Each neuron is able to perform a weighted sum of the value(s) received from the neurons of the preceding layer, each value then being multiplied by the respective synaptic weight of each synapse, or link, between said neuron and the neurons of the preceding layer, then to apply an activation function, typically a non-linear function, to said weighted sum, and to deliver at the output of said neuron, in particular to the neurons of the following layer which are connected to it, the value resulting from the application of the activation function. The activation function allows non-linearity to be introduced into the processing performed by each neuron. The sigmoid function, the hyperbolic tangent function, the Heaviside function, the Rectified Linear Unit (ReLU) function or the SoftMax function are examples of activation function.

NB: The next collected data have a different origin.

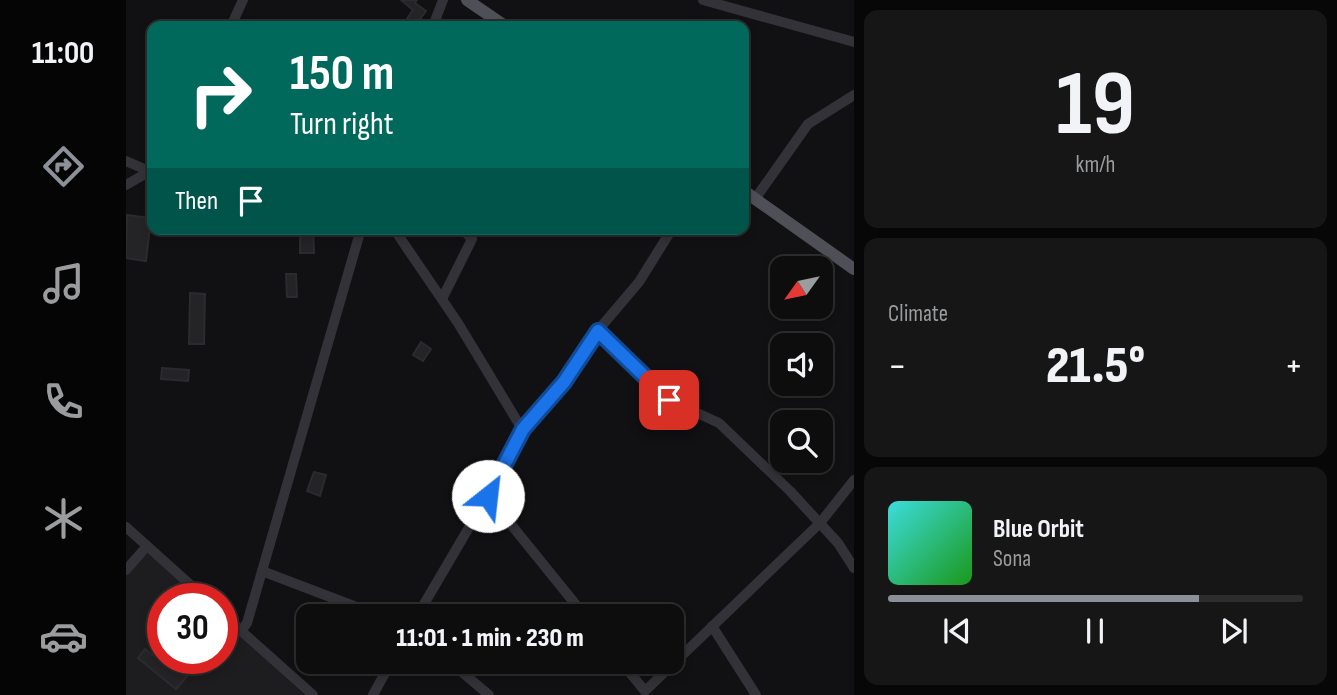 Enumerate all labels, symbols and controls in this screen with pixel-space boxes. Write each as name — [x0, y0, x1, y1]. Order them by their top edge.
text: 11:00 — [32, 34, 94, 73]
text: 150 m — [290, 45, 394, 104]
icon: right — [175, 49, 266, 140]
text: 19 — [1056, 51, 1135, 160]
text: Turn right — [290, 105, 394, 144]
icon: directions — [39, 142, 88, 191]
text: km/h — [1076, 151, 1115, 179]
icon: arrive — [232, 182, 270, 220]
text: Then — [175, 186, 218, 217]
north arrow — [770, 256, 833, 318]
map controls — [770, 256, 833, 473]
icon: music — [39, 259, 88, 308]
text: Climate — [888, 300, 948, 328]
button: sound — [770, 333, 833, 396]
text: 21.5° — [1046, 335, 1145, 398]
text: − — [888, 344, 907, 389]
text: + — [1284, 344, 1303, 389]
pin — [639, 370, 699, 430]
icon: phone — [39, 377, 88, 426]
icon: arrive — [650, 381, 688, 419]
button: search — [770, 410, 833, 473]
position arrow — [451, 459, 525, 533]
icon: climate — [39, 494, 88, 543]
text: Blue Orbit — [993, 514, 1084, 545]
text: Sona — [993, 545, 1031, 573]
speed limit sign: 30 — [147, 583, 238, 674]
icon: car — [39, 612, 88, 661]
icon: previous — [938, 612, 976, 650]
icon: pause — [1076, 612, 1114, 650]
icon: next — [1215, 612, 1253, 650]
text: 11:01 · 1 min · 230 m — [396, 623, 584, 654]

As an optional addition, each neuron is also able to apply a multiplicative factor, also known as bias, to the output of the activation function, and the value delivered on output by said neuron is then the product of the bias value and the value from the activation function.


A convolutional neural network is also sometimes referred to as a convolutional neural network (CNN).


In a convolutional neural network, each neuron in the same layer presents exactly the same connection pattern as its neighboring neurons, but at different input positions. The connection pattern is called a convolution kernel.


A fully connected neuron layer is one in which the neurons of said layer are each connected to all the neurons of the preceding layer.


This type of layer is more often referred to as a “fully connected” layer and is sometimes referred to as a “dense layer”.


The first neural network 75 comprises a circular sliding window (circular padding) and at least one neural layer. Preferably, the first neural network 75 comprises three layers of neurons.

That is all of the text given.